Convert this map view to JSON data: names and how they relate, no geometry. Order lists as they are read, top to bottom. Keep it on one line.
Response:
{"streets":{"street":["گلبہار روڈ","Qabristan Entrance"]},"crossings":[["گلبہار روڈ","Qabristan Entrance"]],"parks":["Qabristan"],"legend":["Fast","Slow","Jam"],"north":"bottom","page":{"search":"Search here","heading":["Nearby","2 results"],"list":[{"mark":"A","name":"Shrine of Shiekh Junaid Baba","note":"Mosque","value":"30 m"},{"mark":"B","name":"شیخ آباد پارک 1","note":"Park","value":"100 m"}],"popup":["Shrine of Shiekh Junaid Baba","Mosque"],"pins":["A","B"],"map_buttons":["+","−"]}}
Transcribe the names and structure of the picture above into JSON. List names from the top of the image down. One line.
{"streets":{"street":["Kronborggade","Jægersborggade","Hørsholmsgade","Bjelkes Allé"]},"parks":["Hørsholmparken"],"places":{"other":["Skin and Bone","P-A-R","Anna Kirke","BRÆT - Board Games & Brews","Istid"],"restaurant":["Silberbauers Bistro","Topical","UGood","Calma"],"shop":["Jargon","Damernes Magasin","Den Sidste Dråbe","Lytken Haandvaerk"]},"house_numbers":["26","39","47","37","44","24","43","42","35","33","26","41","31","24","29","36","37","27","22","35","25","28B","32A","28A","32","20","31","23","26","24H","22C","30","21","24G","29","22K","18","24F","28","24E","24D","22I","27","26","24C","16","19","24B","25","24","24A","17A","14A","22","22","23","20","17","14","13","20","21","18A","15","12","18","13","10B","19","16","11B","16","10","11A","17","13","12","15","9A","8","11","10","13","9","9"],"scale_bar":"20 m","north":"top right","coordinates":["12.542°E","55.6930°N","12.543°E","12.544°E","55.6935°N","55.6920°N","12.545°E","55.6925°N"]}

*Exercise objective*
With no line omitted, copy all the data exactly.

*Result of this task*
Convert this map view to JSON data: names and how they relate, no geometry. Order lists as they are read, top to bottom. Keep it on one line.
Response:
{"streets":{"street":["گلبہار روڈ","Qabristan Entrance"]},"crossings":[["گلبہار روڈ","Qabristan Entrance"]],"parks":["Qabristan"],"legend":["Fast","Slow","Jam"],"north":"bottom","page":{"search":"Search here","heading":["Nearby","2 results"],"list":[{"mark":"A","name":"Shrine of Shiekh Junaid Baba","note":"Mosque","value":"30 m"},{"mark":"B","name":"شیخ آباد پارک 1","note":"Park","value":"100 m"}],"popup":["Shrine of Shiekh Junaid Baba","Mosque"],"pins":["A","B"],"map_buttons":["+","−"]}}
Transcribe the names and structure of the picture above into JSON. List names from the top of the image down. One line.
{"streets":{"street":["Kronborggade","Jægersborggade","Hørsholmsgade","Bjelkes Allé"]},"parks":["Hørsholmparken"],"places":{"other":["Skin and Bone","P-A-R","Anna Kirke","BRÆT - Board Games & Brews","Istid"],"restaurant":["Silberbauers Bistro","Topical","UGood","Calma"],"shop":["Jargon","Damernes Magasin","Den Sidste Dråbe","Lytken Haandvaerk"]},"house_numbers":["26","39","47","37","44","24","43","42","35","33","26","41","31","24","29","36","37","27","22","35","25","28B","32A","28A","32","20","31","23","26","24H","22C","30","21","24G","29","22K","18","24F","28","24E","24D","22I","27","26","24C","16","19","24B","25","24","24A","17A","14A","22","22","23","20","17","14","13","20","21","18A","15","12","18","13","10B","19","16","11B","16","10","11A","17","13","12","15","9A","8","11","10","13","9","9"],"scale_bar":"20 m","north":"top right","coordinates":["12.542°E","55.6930°N","12.543°E","12.544°E","55.6935°N","55.6920°N","12.545°E","55.6925°N"]}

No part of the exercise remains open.